Step 1: Image Pre-processing (Image grayscale conversion/scaling down): This step involves a conversion of RGB image to gray image as the sketch doesn’t require colors and color intensities.

Step 2: Edge detection (Canny Filter): This step implements edge detection. It is an image processing technique for finding the boundaries of objects within images. It works by detecting discontinuities in brightness.

Step 3: Morphological Operation on edge image from step 2: Morphological operations is a broad set of image processing operations that process images based on shapes. In this step, this image from step 2 is reduced to a pixel width 1. This creates different 1-pixel width paths in the image.

Step 4: Finding connected components in image: Groups pixels in the image into different objects which are not too far away from each other. This avoids the arm from jumping from one position to another.

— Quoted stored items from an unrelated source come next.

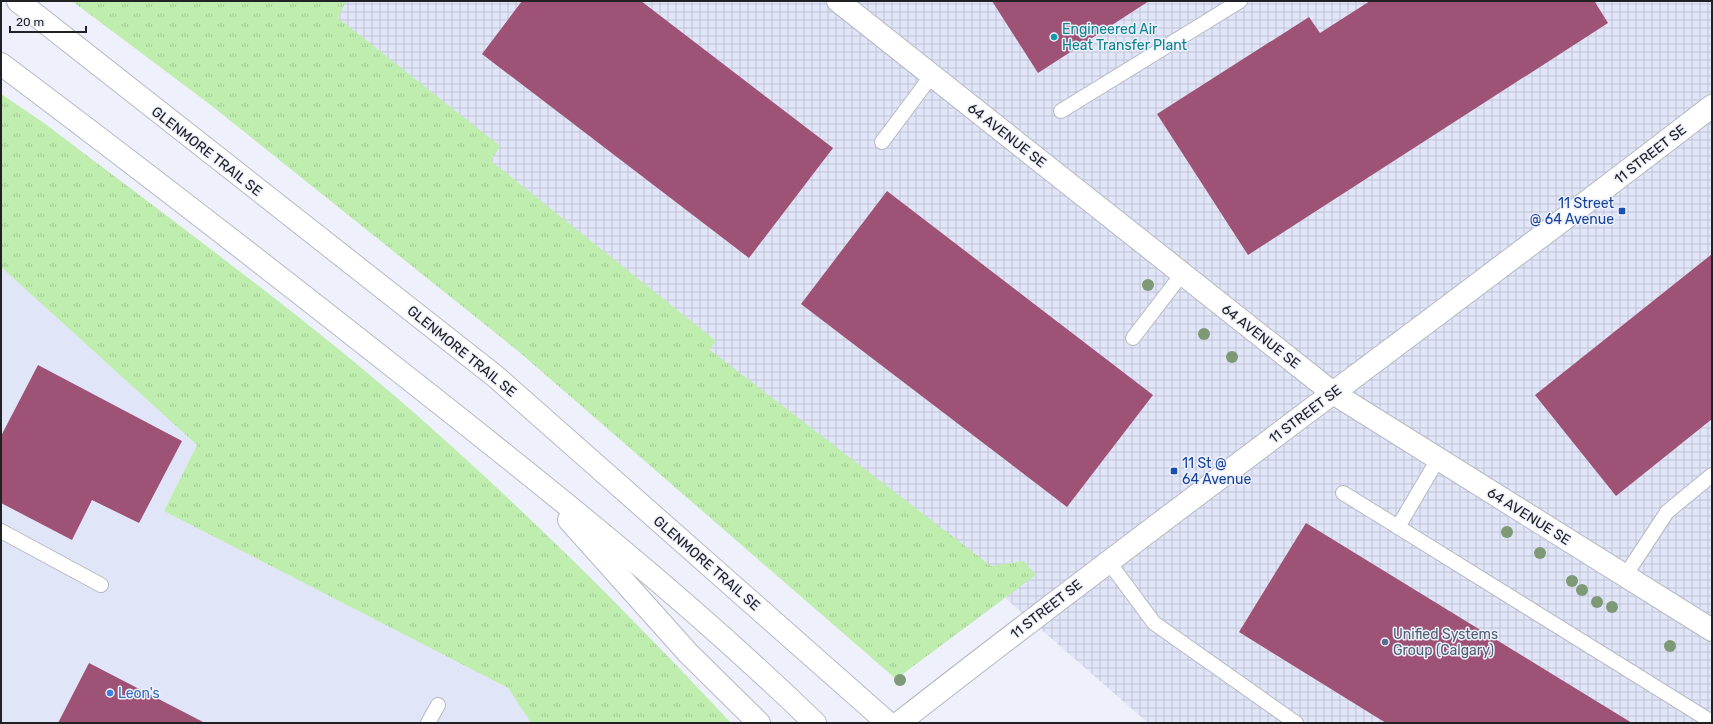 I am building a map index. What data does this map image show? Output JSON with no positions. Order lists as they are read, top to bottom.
{
  "streets": {
    "main road": ["64 AVENUE SE", "GLENMORE TRAIL SE", "11 STREET SE"]
  },
  "crossings": [
    ["64 AVENUE SE", "11 STREET SE"]
  ],
  "places": {
    "other": ["Engineered Air Heat Transfer Plant", "Unified Systems Group (Calgary)", "Leon's"],
    "transit": ["11 Street @ 64 Avenue", "11 St @ 64 Avenue"]
  },
  "scale_bar": "20 m"
} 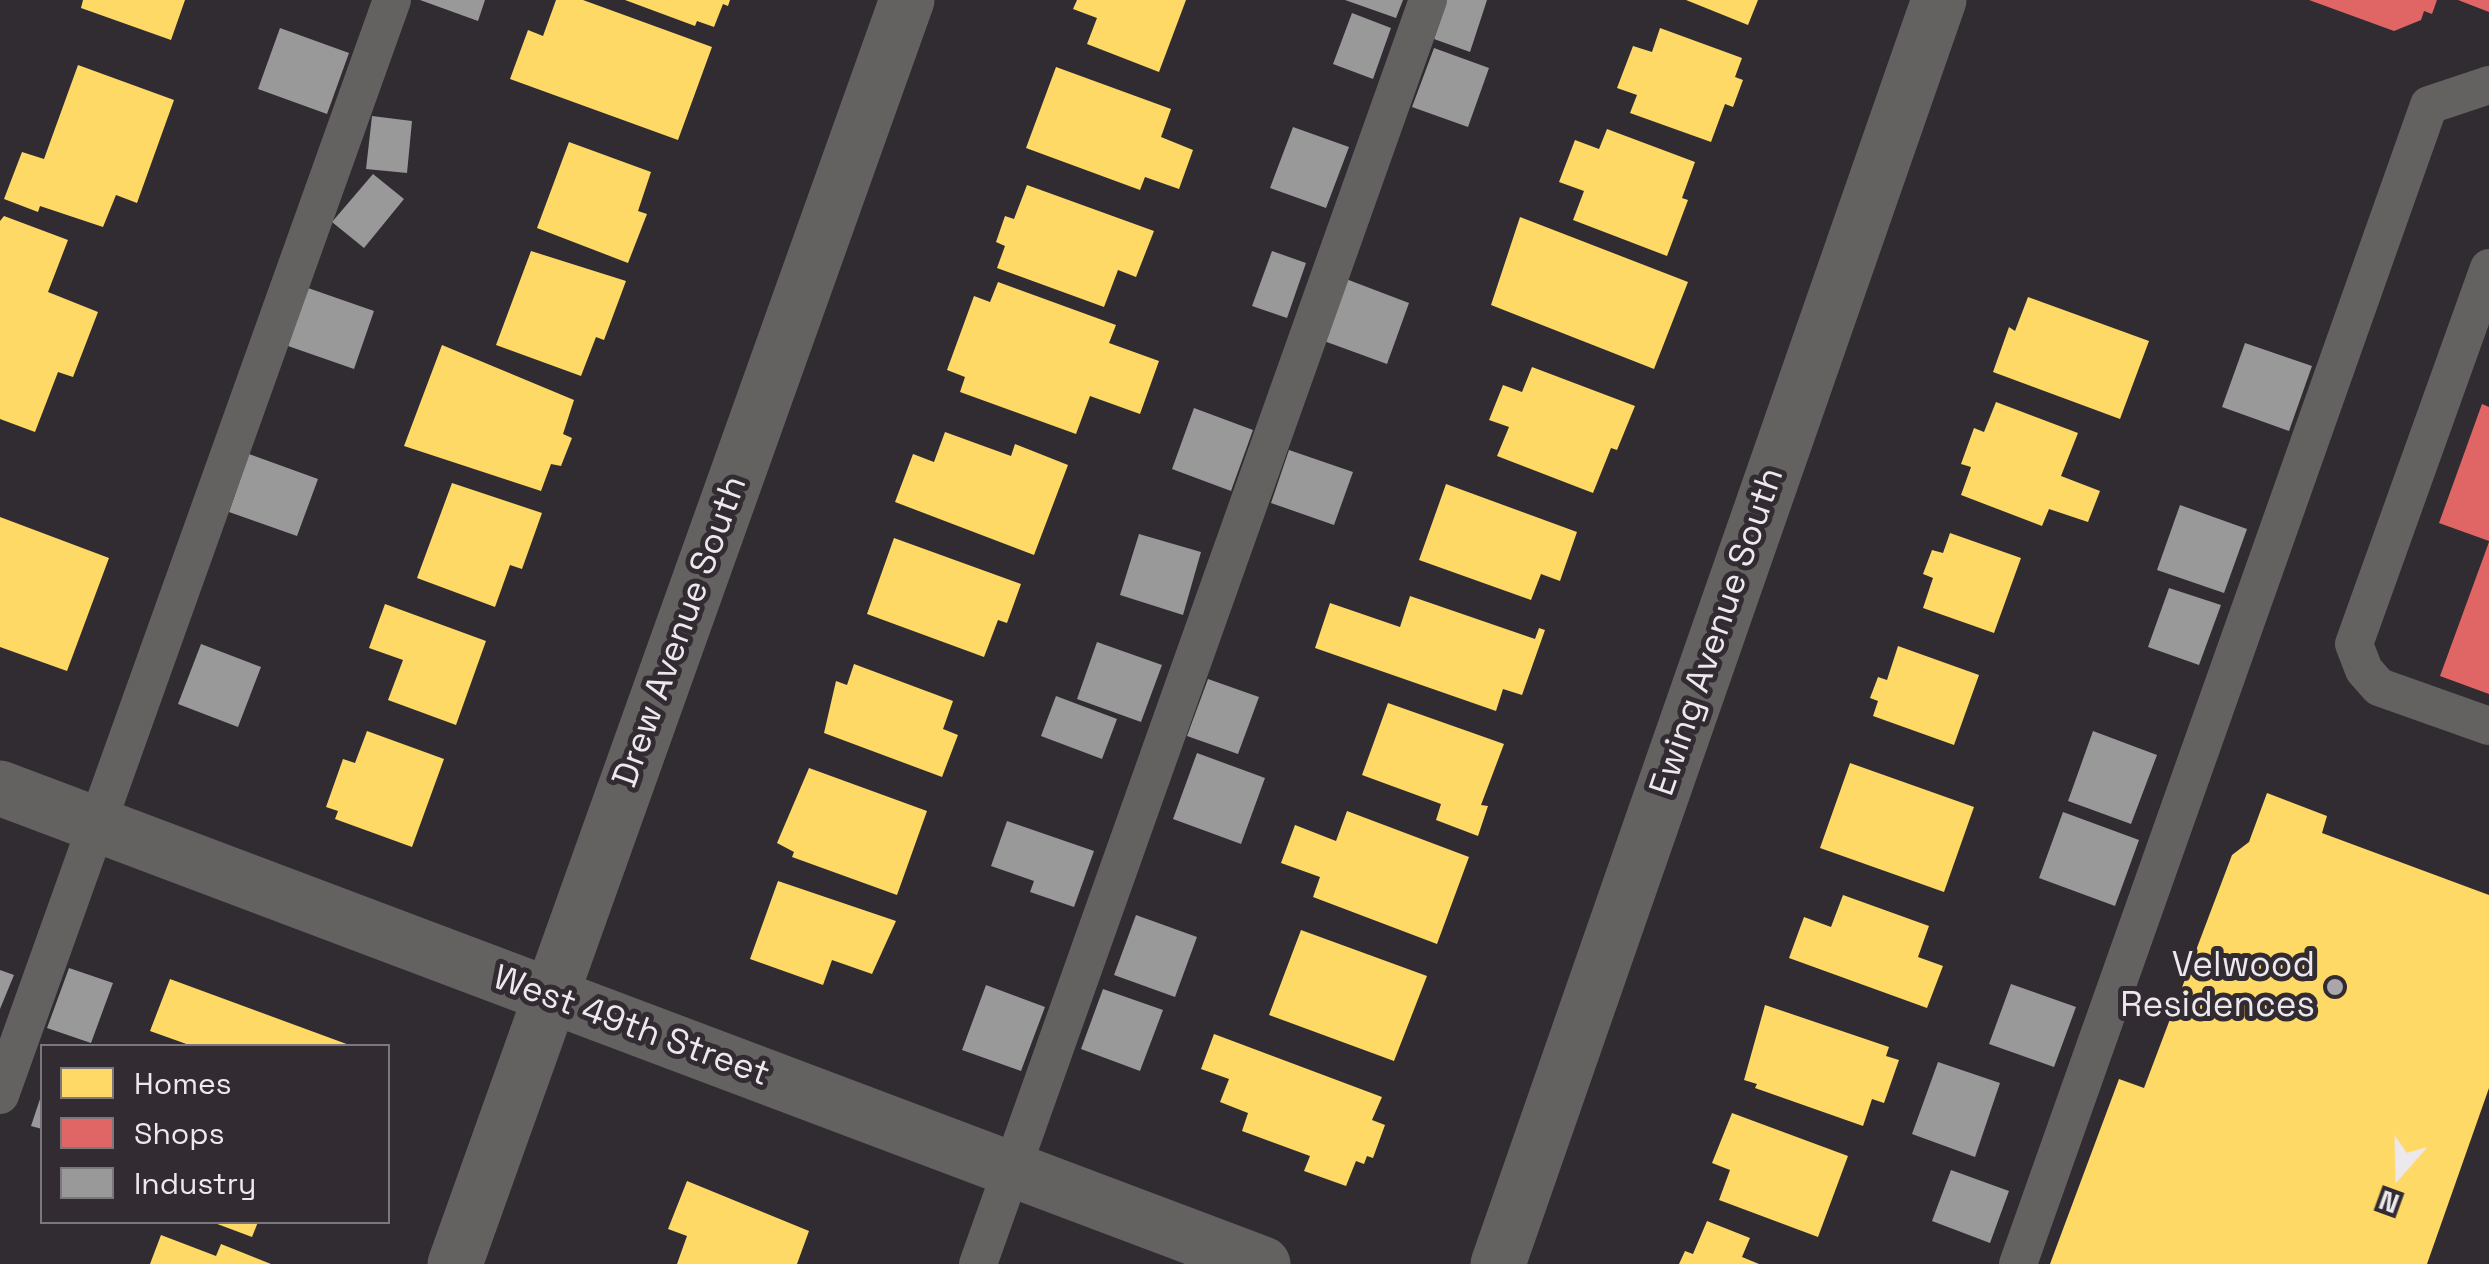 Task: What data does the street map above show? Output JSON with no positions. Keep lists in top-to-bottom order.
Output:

Step 5: Finding a path to draw inside an object from step 4: This step is important as it enables the arm to draw. This involves a basic search algorithm. It scans the image until it finds a pixel that contains value 1. It then searches its neighboring pixels which contain value 1, and continues to do so until it scans all pixels with value 1. As it is scanning the image it executes step 6 & 7 and deletes scanned pixels to avoid rescan.

Step 6: Generating motor angles using inverse kinematics: This step involves generating motor angles from scaled pixel positions from step 5 from the image. Each pixel contains its row and column position which is mapped to the robot workspace. Geometric and algebraic equations are used to generate motor angles.

Step 7: Actuating the servos using Serial communication: Motor angles generated from step 6 are packed and sent from the PC to the motors from the USB port. The motors receive the data and reach the specified motor position.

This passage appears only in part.